How I found my personal style
Not clickbait I promise!
Conventional wisdom asks us to “just be yourself.” But how do you do that and how do you do that visually?
I did an AMA on Instagram recently and got this question:
“How did you find your personal style?”
How does one even begin to answer that in an IG story? Nevertheless, I tried.
And then I got a bunch of replies saying: wait, can you flesh this out more?
So, here’s the post. Let’s start with definitions. Because how I define personal style is the foundation of how I found mine.
Personal style happens when you’re clear on who you are—and you’re able to show that to the world without having to say a word.
That’s it.
It’s not about taste or trends. See, I like Zimmermann so it falls in the range of my taste but it’s not my personal style. And I am drawn to some trends (jelly shoes) and not to others (that Toteme scarf jacket thing), but that doesn’t define my personal style. Those are just fleeting preferences, which is obviously OK.

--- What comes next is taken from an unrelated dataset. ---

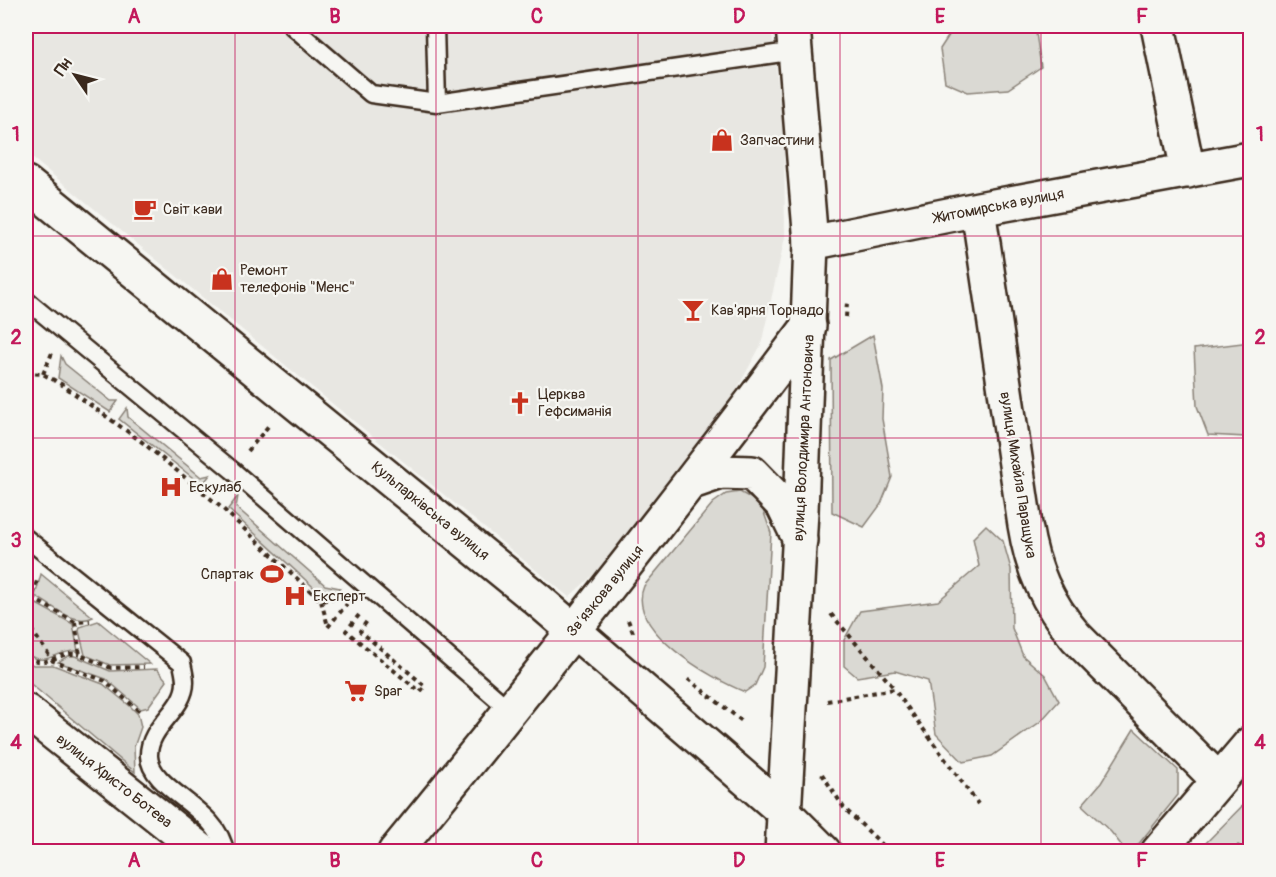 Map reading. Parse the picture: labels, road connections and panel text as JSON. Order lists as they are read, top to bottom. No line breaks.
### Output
{"streets":{"street":["Житомирська вулиця","вулиця Володимира Антоновича","вулиця Михайла Паращука","Кульпарківська вулиця","Звʼязкова вулиця","вулиця Христо Ботева"]},"crossings":[["Житомирська вулиця","вулиця Володимира Антоновича"],["Житомирська вулиця","вулиця Михайла Паращука"],["вулиця Володимира Антоновича","Кульпарківська вулиця"],["вулиця Володимира Антоновича","Звʼязкова вулиця"],["Кульпарківська вулиця","Звʼязкова вулиця"]],"places":{"shop":["Запчастини","Ремонт телефонів \"Менс\""],"cafe":["Світ кави"],"bar":["Кав'ярня Торнадо"],"church":["Церква Гефсиманія"],"hospital":["Ескулаб","Експерт"],"sports":["Спартак"],"supermarket":["Spar"]},"north":"top left","grid":{"columns":["A","B","C","D","E","F"],"rows":["1","2","3","4"]}}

There’s also no such thing as “good style” vs. “bad style” if we’re actually talking about personal style. And you don’t have to agree with someone else’s, either. Why would you? You’re not them. You don’t know. They know. That’s kind of the whole point.
But here’s what anyone can tell. When someone is happy with how they present themselves, EVERYONE knows. That energetic alignment is clear, obvious, and magnetic.
Also worth saying: personal style isn’t a finish line you cross. You don’t figure it out and then live happily ever after in one perfect blazer. Style evolves. You evolve. Your body, your brain, your priorities, these things shift. And one day you might look in the mirror and realize something is off.
That’s not failure. That’s WAI i.e. Working As Intended, as we say in my industry. Because personal style is something you’re in conversation with. A practice and an ongoing journey! And that, honestly, is what makes it fun.
My 3-step framework for finding personal style
There are many valid ways to approach style—Pinterest boards, mood collages, style icons, closet purges. And I love those! But the method that actually helped me build a style that felt mine is a little slower. A little deeper. And in my humble opinion, way more efficient long term.
It goes like this:
1. High self-awareness + acceptance
2. A clear idea of who you want to show up as
3. Knowing how to translate #2 into clothes, accessories, and hair
Let’s break that down.
Step 1: High self-awareness + acceptance
You can’t have personal style if you don’t know the person.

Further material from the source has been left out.